Our dream is to develop a universal speech enhancement system that can deal with all the different kinds of corruption and variation a speech signal can go through: speaker-specific characteristics, reverberation, interfering noise, cross talk, band-pass filtering, clipping, etc. We know that the hypothetical universal speech enhancement system might be a gigantic Deep Neural Network with a complicated network structure. But, what if it's easier to train a smaller and simpler system (e.g. a shallower and narrower DNN), which is specialized for removing only one kind of artifact? What if a few such systems are already available, and the best result among them is comparable to what we want from the hypothetical universal speech enhancement system? If there is a method that can choose the best model out of the candidate specialized systems, we can combine them to build the universal speech enhancement system.

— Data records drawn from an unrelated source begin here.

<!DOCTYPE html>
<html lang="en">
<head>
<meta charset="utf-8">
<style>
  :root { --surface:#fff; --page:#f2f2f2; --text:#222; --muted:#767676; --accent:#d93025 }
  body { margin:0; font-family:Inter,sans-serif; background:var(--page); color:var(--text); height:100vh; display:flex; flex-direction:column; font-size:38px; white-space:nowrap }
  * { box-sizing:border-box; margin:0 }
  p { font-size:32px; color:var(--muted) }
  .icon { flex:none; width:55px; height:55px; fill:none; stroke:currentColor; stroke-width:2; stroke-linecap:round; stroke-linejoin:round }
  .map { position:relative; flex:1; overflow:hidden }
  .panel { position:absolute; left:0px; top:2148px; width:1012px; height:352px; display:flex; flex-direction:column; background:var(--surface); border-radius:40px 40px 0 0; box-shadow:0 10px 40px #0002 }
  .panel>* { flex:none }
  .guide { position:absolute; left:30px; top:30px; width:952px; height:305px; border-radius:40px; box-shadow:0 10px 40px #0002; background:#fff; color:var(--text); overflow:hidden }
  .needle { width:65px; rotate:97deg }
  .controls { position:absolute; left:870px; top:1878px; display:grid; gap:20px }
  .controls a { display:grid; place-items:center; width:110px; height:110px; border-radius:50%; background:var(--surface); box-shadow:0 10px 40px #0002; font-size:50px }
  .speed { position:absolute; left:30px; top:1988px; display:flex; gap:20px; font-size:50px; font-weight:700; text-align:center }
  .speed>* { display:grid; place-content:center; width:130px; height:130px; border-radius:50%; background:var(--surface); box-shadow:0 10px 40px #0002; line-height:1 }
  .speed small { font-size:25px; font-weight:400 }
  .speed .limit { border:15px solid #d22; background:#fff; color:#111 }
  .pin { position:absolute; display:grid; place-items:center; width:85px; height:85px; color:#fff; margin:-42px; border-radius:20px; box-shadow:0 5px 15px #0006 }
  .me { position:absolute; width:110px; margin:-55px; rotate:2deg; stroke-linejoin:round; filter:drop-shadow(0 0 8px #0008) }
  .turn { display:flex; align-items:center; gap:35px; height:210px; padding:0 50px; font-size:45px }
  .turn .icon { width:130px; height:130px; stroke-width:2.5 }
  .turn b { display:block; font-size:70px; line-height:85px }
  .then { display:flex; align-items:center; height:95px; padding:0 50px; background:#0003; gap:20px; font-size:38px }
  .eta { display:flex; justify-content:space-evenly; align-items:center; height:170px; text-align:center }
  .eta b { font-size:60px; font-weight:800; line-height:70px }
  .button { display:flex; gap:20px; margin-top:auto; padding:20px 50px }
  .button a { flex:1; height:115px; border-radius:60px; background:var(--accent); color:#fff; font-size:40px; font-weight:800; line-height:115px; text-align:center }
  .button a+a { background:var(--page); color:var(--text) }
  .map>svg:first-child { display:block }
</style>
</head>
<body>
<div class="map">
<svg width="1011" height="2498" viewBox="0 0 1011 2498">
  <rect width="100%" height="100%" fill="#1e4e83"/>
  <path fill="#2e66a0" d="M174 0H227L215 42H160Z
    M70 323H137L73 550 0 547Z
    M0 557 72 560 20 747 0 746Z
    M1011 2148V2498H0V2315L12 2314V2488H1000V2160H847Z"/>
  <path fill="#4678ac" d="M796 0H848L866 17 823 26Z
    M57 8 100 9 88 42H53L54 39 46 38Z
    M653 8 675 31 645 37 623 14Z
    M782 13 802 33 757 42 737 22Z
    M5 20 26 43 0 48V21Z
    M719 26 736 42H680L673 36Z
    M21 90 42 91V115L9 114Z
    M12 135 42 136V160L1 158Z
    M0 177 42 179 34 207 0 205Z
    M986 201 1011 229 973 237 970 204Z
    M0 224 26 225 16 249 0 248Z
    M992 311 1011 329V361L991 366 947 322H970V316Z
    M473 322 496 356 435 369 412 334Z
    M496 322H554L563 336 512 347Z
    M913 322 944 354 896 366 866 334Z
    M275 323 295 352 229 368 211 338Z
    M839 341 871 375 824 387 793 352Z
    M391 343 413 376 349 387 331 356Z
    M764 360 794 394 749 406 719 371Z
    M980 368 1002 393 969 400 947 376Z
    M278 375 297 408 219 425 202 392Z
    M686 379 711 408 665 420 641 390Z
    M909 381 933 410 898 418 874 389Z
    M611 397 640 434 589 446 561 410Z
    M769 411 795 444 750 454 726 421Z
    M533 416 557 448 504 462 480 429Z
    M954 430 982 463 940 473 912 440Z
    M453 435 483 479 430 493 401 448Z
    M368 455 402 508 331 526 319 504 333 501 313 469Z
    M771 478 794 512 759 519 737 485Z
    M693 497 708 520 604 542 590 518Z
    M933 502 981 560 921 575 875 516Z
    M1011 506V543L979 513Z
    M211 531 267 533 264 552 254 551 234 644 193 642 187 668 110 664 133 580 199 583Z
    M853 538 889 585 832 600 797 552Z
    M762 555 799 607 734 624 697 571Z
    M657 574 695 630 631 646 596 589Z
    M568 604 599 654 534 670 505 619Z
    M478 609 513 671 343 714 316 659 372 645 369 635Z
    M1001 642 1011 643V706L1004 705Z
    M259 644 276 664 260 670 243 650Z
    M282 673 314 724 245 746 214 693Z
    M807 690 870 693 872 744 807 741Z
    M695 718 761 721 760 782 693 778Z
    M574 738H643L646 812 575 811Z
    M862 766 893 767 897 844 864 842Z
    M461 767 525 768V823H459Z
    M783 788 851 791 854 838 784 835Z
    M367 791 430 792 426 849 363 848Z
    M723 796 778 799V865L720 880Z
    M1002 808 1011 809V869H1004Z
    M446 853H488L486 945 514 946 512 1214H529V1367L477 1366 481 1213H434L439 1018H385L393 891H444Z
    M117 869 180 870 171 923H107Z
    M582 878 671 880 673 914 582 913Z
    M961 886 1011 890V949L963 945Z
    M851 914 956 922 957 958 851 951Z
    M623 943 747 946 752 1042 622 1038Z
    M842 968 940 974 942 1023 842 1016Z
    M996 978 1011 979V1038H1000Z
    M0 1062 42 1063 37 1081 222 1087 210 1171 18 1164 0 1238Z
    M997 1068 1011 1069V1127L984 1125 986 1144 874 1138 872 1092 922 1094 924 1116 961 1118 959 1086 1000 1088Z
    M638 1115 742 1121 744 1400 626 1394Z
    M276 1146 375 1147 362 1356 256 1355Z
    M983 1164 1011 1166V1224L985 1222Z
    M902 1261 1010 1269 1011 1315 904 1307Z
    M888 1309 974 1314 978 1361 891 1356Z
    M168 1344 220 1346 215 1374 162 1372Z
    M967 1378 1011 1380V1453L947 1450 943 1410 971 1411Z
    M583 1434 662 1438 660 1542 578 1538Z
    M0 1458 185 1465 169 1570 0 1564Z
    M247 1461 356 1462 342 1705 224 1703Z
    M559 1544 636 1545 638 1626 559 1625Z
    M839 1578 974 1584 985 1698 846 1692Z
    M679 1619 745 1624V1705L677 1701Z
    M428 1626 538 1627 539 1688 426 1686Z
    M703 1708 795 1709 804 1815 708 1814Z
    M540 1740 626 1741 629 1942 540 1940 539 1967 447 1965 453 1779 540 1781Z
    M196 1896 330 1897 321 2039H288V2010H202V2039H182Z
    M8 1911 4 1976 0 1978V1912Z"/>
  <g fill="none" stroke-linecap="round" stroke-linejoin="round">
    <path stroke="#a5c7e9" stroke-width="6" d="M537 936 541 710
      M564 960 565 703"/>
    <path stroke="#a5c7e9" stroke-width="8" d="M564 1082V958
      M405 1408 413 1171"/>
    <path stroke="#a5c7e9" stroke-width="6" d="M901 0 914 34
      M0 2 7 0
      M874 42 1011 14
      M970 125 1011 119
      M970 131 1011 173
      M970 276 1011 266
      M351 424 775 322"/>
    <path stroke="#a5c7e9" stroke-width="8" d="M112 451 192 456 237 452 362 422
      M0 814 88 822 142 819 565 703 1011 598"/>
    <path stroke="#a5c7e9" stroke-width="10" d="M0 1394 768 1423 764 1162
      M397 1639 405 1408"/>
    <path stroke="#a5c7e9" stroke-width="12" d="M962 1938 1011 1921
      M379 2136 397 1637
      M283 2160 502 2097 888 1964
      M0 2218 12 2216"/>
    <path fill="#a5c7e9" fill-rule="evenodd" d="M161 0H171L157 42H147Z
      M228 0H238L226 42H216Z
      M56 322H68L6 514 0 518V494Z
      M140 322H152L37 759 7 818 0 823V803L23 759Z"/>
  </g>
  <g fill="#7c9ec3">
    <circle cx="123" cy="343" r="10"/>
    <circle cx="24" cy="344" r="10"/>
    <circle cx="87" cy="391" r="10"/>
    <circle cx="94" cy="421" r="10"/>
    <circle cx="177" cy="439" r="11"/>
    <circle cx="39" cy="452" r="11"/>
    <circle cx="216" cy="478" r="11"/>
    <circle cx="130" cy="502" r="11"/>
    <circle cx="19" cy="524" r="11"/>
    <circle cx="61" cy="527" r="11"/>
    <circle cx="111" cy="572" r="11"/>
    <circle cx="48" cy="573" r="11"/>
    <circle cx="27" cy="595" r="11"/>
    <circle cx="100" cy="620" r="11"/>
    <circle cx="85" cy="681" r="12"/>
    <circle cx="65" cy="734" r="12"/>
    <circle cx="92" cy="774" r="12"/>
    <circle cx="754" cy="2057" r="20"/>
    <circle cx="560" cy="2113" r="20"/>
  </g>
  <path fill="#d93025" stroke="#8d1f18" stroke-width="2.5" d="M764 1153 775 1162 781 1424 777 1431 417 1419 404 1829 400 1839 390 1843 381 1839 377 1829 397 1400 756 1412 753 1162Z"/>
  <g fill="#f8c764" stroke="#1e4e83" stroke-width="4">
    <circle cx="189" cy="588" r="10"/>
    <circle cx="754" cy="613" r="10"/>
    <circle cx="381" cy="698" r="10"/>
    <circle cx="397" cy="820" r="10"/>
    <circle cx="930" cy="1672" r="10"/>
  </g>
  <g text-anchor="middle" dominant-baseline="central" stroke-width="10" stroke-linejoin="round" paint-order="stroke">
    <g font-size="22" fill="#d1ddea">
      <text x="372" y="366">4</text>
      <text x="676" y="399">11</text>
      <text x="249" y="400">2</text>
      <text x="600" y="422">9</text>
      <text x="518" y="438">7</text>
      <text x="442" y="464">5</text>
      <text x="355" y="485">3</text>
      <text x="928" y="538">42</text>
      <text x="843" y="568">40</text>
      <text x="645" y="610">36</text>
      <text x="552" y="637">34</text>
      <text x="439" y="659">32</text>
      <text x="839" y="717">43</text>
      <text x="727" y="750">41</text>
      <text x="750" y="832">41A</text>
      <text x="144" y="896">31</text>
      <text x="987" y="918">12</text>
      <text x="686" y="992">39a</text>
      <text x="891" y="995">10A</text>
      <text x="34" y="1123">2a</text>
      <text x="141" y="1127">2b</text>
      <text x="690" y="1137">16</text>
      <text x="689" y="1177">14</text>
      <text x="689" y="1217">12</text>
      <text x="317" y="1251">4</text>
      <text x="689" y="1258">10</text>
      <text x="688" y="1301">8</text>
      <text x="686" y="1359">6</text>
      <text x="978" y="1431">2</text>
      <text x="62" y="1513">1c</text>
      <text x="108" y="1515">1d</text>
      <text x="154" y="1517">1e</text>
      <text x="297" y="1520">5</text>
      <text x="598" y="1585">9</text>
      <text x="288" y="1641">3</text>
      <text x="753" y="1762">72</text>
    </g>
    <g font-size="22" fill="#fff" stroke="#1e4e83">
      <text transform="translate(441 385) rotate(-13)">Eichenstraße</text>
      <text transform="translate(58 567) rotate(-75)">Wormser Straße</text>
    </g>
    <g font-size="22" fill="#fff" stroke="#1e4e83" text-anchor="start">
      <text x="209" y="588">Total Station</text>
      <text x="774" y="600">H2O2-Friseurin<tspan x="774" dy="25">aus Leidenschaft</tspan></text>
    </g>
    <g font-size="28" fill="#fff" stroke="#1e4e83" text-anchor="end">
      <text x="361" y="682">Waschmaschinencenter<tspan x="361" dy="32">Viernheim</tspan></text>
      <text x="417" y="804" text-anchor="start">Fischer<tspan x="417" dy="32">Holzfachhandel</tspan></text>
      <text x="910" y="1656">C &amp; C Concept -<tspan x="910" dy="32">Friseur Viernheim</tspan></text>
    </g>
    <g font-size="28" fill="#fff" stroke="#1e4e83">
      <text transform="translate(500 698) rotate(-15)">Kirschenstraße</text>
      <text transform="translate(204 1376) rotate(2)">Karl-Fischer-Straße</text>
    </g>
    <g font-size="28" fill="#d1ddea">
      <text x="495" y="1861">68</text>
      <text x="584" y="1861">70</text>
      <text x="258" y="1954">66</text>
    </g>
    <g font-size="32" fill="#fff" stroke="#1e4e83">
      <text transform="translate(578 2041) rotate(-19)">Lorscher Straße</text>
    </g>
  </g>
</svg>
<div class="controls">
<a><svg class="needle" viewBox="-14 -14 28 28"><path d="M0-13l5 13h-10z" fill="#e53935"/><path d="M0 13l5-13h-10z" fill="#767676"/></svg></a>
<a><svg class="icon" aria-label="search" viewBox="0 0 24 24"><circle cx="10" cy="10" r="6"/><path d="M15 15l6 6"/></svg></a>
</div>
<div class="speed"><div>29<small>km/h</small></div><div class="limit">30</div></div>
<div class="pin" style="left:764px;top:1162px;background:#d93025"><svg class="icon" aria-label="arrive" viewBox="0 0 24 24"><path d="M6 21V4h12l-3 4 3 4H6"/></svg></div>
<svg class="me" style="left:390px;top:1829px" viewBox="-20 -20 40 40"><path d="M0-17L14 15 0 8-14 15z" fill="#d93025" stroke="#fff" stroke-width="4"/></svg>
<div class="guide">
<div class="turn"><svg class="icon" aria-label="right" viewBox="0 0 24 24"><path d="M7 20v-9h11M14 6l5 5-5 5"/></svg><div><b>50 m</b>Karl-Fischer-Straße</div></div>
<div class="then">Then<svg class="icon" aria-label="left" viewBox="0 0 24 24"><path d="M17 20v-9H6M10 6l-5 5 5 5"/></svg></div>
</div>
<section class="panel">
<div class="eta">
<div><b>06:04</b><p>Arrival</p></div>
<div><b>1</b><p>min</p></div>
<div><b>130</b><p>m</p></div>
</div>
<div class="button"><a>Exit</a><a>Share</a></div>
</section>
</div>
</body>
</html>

This approach is beneficial in a lot of sense under certain conditions. First, we can reuse all those already-trained DNNs as our modules instead of training the all-purpose gigantic DNN from scratch. If the participating modules are DNNs with a simpler network topology and are easier to train, we can build the desired universal speech enhancement system easier and faster. Second, the proposed approach is more scalable. If the proposed system needs to handle a newly observed type of corruption, we can quickly learn a module specialized for the new training examples, and add it to the pool of candidates.

The main goal of this work is to devise a moderator, whose job is to choose the best module for an unseen test mixture. Although potentially this job could be done by a classifier, I took another path. The main reason is that learning the classifier is not an easy job as it needs to be trained on all the training sets collected so far. Moreover, this discriminative classifier is not very scalable to the new training set. Instead, I trained an AutoEncoder (AE) by using pure speech spectra only. As an AE's training goal is to minimize the error between the input and the output, the AE I trained using clean speech should produce clean speech for a clean input speech. I use this AE reconstruction error as a measurement to assess the quality of all the module-specific intermediate speech enhancement results. The basic idea is this: (a) I feed the intermediate modular outputs to the speech AE, and check their AE reconstruction error (b) I choose the one that creates the least AE error as it will be the most similar one to clean speech (according to the definition of the AE).



The performance of this model selection mechanism is great. The AE is very successful at selecting the best module (note that it deals with test signals without any ground-truth targets). I call this a Collaborative Deep Learning for speech enhancement, as we can harmonize whatever DNN for speech enhancement, if its job is to predict cleaned-up speech.



Reference

Minje Kim, "Collaborative Deep Learning for Speech Enhancement: A Run-Time Model Selection Method Using Autoencoders," in Proceedings of the IEEE International Conference on Acoustics, Speech, and Signal Processing (ICASSP), New Orleans, LA, March 5-9, 2017.